[Opening Data under study section]

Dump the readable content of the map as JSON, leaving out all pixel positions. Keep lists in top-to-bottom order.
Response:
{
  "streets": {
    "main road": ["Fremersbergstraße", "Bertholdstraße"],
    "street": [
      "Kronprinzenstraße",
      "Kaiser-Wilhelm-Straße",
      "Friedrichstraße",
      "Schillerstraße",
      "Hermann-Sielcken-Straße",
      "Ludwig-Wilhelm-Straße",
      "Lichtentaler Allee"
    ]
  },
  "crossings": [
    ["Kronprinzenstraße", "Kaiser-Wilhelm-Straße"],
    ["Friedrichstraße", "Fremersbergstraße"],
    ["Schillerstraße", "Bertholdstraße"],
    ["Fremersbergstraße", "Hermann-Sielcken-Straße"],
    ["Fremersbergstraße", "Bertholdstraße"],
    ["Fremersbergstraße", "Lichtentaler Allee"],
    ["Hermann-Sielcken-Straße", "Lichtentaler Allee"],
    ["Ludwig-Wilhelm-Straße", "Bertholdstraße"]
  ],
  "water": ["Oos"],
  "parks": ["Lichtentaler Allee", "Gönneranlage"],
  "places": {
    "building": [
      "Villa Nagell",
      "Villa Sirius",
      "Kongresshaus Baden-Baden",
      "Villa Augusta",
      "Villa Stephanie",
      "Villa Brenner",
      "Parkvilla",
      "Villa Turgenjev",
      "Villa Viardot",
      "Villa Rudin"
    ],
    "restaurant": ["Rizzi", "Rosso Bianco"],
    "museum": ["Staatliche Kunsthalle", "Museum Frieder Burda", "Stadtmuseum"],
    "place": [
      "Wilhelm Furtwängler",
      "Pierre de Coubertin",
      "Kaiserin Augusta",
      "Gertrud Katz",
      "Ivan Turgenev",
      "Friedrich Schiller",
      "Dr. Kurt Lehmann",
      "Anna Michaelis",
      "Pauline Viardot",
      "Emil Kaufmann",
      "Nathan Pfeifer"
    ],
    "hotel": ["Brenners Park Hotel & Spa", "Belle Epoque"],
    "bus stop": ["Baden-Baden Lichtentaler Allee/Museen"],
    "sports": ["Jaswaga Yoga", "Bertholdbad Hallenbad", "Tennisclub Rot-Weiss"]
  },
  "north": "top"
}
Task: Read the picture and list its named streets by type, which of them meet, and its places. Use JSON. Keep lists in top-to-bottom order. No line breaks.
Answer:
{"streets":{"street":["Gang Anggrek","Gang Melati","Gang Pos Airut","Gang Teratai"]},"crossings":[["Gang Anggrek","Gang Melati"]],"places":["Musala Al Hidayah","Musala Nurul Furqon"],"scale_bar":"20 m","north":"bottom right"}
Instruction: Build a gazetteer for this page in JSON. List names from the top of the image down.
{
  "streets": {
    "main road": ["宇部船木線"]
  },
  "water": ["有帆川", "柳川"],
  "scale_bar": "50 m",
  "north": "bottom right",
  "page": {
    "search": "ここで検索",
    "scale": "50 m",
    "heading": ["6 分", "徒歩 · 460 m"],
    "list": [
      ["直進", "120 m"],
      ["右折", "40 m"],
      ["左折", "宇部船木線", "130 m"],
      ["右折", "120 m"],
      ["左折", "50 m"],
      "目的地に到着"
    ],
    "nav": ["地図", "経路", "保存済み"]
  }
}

[Closing Data under study section]

Check each line of the records for the word "Keep", and show the lines that contain it.

Dump the readable content of the map as JSON, leaving out all pixel positions. Keep lists in top-to-bottom order.
Task: Read the picture and list its named streets by type, which of them meet, and its places. Use JSON. Keep lists in top-to-bottom order. No line breaks.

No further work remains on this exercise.